Beginning in December, just seven months after the end of the communal war, pro-LTTE websites such as Tamilwin, Infotamil, and Puthinappalakai began urging the Tamil masses to vote for General Fonseka. Then in January a dominant faction of the Tamil National Alliance came to an agreement with Fonseka to support the general’s presidential bid.

“We request that in the presidential election the Tamil people should cast their invaluable votes for Fonseka,” declared an article published on the Tamilwin website January 13.

It continued: “We have directly seen and experienced the truth that President Mahinda is a politician without any moral scruples. Instead of giving Mahinda, who is an embodiment of linguistic and religious fanaticism, a lover of power and genocide, an opportunity to become the president again, he must be treated as an enemy. If you choose to conduct your liberation movement under him, even among the irrational animals, irrational beings like you cannot be found. You cannot but fail to note that after all Fonseka was but an arrow aimed at the Tamils by Mahinda. What is the use of blaming the arrow, sparing the one who unleashed it? Catch hold of the weapon of the enemy and attack him with that.”

The claim that Fonseka was a mere “arrow” or tool of Rajapakse is patently absurd. He is an arch-communalist—he told a Canadian newspaper in 2008 that Sri Lanka “belongs to the Sinhalese”—who rose to be head to of the military by his ruthless prosecution of the anti-Tamil war. For his conduct of the occupation of the north and east, Fonseka received eight “special” awards from the Sri Lankan state and military.

Moreover, Fonseka’s presidential bid has been promoted by the big business United National Party (UNP), the party that launched the war in 1983, and powerful sections of Colombo’s business community because they want a “strongman,” reputedly above the political fray, at the helm under conditions where the next government—whoever leads it—will be tasked with imposing IMF-dictated austerity measures.

Rajapakse has himself spoken of a coming “economic war,” a euphemism for massive social spending cuts and an all-out assault on the working class.

Fonseka’s presidential bid was also supported by the ultra-chauvinist Janatha Vimukthi Peramauna (JVP), which has long served the Sri Lankan bourgeoisie by dividing the working class along communal lines. It was aligned with Rajapakse as he relaunched and prosecuted the communal war and has been among the most strident opponents of any devolution of power away from the Colombo-based Sinhala elite.

A significant factor in the support pivotal sections of the Sri Lankan bourgeoisie have given Fonseka is their concern that Rajapakse has drawn too close to China and too far away from their traditional allies, the US, the European Union and India.

The LTTE, it must be noted, responded to the devastating reversals it suffered starting in late 2008, by intensifying its longstanding efforts to win the favor of the major western imperialist powers.

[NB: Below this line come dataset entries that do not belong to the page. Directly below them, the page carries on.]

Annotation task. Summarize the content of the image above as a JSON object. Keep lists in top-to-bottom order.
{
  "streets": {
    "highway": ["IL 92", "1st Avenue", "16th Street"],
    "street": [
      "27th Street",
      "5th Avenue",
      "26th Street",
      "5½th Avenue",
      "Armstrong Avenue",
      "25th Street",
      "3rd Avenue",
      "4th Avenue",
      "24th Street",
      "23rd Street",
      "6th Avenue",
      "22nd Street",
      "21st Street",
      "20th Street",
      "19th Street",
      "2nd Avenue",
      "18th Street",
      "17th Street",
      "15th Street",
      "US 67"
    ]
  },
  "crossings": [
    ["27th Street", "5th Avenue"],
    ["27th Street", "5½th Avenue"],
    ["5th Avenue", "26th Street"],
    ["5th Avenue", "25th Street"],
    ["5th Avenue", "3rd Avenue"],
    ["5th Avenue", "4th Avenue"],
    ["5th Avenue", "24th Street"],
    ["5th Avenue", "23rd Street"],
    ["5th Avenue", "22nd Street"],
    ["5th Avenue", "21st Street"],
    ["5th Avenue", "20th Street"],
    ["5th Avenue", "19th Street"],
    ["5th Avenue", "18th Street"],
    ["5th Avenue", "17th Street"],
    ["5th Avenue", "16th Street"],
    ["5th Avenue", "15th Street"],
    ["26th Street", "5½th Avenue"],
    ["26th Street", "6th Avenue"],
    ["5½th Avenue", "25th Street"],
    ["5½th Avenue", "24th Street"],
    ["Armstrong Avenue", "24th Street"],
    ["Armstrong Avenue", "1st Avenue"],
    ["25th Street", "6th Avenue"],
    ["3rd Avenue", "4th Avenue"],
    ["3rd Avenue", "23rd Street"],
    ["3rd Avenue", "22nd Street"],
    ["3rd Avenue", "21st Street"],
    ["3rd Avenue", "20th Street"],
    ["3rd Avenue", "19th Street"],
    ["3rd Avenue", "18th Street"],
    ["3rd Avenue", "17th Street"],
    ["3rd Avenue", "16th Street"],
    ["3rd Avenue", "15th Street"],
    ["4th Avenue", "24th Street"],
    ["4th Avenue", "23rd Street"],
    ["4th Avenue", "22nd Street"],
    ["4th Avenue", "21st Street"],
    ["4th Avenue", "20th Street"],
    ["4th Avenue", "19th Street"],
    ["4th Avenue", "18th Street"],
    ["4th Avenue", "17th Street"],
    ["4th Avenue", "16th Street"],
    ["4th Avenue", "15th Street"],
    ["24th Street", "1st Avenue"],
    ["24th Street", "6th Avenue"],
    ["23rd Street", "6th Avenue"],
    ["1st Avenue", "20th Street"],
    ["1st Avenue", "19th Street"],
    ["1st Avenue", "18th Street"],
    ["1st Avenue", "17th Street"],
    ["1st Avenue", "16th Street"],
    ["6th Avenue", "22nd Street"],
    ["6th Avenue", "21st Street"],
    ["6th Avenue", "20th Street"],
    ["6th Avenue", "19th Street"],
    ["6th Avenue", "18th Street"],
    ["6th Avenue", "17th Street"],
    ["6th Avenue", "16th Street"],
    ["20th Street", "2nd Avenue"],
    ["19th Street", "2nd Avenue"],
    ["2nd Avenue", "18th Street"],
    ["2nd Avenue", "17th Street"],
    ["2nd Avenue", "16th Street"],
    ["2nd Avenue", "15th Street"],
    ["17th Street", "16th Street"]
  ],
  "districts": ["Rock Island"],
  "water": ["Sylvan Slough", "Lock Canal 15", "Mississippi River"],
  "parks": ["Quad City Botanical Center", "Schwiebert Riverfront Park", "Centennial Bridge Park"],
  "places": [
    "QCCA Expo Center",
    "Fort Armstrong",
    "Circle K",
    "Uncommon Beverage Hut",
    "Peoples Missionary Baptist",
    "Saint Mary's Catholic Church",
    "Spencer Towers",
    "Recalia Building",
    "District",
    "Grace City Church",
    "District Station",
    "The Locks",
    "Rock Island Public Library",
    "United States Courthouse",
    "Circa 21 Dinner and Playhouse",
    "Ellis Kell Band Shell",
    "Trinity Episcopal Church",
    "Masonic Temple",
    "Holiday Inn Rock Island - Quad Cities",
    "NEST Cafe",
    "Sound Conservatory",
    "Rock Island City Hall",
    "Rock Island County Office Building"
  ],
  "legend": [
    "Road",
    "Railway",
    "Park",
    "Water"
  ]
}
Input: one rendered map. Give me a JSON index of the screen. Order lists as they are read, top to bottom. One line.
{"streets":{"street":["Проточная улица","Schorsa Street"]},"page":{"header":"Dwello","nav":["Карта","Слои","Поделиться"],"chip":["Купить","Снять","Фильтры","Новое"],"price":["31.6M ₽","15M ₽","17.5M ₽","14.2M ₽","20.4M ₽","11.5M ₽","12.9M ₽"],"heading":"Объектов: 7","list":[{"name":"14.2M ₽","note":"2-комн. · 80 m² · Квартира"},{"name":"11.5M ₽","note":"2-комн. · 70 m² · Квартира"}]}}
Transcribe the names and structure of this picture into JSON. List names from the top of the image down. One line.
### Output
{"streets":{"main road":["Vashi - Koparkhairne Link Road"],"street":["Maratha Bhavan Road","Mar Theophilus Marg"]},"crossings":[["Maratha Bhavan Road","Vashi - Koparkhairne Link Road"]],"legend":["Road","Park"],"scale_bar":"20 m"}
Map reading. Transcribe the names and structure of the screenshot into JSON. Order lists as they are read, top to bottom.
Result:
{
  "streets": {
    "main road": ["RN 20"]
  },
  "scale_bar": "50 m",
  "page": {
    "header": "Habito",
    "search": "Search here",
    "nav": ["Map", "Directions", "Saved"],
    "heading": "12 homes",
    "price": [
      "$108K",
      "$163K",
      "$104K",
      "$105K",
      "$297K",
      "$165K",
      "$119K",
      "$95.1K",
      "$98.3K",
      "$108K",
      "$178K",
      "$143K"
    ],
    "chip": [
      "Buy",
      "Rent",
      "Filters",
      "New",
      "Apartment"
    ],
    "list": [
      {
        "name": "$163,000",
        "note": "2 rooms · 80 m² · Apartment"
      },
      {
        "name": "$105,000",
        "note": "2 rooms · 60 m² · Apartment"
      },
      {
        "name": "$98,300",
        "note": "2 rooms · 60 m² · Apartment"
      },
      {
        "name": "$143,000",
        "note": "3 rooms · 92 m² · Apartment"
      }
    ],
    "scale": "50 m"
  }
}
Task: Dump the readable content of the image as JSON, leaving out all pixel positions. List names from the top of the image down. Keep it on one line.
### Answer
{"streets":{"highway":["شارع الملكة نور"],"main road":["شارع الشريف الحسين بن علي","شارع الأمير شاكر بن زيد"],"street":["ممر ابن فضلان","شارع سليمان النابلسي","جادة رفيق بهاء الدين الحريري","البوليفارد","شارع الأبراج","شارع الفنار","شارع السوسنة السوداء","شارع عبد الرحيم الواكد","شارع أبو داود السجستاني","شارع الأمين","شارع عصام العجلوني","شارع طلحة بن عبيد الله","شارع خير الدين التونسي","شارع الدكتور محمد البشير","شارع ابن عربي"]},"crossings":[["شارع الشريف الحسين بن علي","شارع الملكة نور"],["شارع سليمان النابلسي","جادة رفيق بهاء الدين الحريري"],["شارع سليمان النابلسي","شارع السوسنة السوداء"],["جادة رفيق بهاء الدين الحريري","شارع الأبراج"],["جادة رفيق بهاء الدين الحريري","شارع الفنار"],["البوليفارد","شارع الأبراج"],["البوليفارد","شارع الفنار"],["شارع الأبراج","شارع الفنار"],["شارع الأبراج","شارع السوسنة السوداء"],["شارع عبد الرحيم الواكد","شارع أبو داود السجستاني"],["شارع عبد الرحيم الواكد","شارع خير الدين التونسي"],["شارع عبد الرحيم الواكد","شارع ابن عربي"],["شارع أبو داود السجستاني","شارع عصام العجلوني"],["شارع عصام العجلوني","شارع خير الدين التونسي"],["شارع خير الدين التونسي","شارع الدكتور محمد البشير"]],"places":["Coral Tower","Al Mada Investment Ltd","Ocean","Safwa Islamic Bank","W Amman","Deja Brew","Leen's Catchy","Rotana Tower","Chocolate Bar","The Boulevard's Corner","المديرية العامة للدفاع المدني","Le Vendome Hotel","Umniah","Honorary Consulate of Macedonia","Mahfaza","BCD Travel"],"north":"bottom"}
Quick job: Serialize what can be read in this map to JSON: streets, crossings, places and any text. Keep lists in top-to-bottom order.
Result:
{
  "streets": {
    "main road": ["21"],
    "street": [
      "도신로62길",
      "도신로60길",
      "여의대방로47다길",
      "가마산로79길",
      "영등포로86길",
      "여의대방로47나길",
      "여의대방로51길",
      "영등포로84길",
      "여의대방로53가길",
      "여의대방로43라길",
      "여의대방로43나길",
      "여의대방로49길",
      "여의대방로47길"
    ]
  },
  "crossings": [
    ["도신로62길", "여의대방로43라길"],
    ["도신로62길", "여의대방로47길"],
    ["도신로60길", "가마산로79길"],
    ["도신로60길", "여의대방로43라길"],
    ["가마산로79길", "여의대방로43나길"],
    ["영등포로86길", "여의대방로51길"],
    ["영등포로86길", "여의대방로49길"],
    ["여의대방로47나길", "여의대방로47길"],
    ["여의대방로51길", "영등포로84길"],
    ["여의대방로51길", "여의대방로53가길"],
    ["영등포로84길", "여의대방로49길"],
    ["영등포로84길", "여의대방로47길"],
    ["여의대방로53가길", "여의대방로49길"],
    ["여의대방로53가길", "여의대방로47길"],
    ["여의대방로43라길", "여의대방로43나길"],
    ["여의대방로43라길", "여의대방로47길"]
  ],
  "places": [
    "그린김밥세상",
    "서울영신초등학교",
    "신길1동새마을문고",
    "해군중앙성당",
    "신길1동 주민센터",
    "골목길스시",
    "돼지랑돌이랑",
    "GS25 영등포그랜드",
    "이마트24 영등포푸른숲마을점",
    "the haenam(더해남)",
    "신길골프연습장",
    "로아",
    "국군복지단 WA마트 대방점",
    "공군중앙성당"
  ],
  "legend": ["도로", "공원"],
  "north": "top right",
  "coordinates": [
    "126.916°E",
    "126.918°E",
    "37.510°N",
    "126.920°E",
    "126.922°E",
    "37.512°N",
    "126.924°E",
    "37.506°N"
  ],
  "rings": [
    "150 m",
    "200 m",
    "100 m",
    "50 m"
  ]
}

It organized numerous marches in which diaspora Tamils, anxious for the fate of their families, were instructed to carry portraits of US President Barack Obama, French President Nicolas Sarkozy, and German Chancellor Angela Merkel on the grounds that these imperialist leaders could be pressured into coming to the aid of the Tamil masses.

This proved to be a reactionary trap. But the LTTE leadership continues to hold out hope that with the aid of the western powers—who have strategic concerns about China’s growing influence in Sri Lanka—they might be able to come to some type of accommodation with the Sinhalese bourgeoisie at the expense of the masses, Tamil, Sinhalese and Muslim.

No faction of the disintegrating LTTE exile organization criticized the support given Fonseka by Tamilwin and other pro-LTTE websites and by the Tamil National Alliance or at least large sections of it. This clearly demonstrates that none is in fundamental disagreement with encouraging the Tamil masses to place their hopes in Fonseka and his promoters and sponsors within the Sri Lankan bourgeoisie.

V. Ruthirakumaran, who lives in the US and has developed close ties with the Washington establishment, leads one faction of LTTE. In his New Year message, Ruthirakumaran said nothing about the elections, but made it clear that he is bidding for the support of US imperialism by saying that the Transitional Government of Tamil Eelam he is promoting will “bear in mind the changes in the geo-political circumstances in South Asia.”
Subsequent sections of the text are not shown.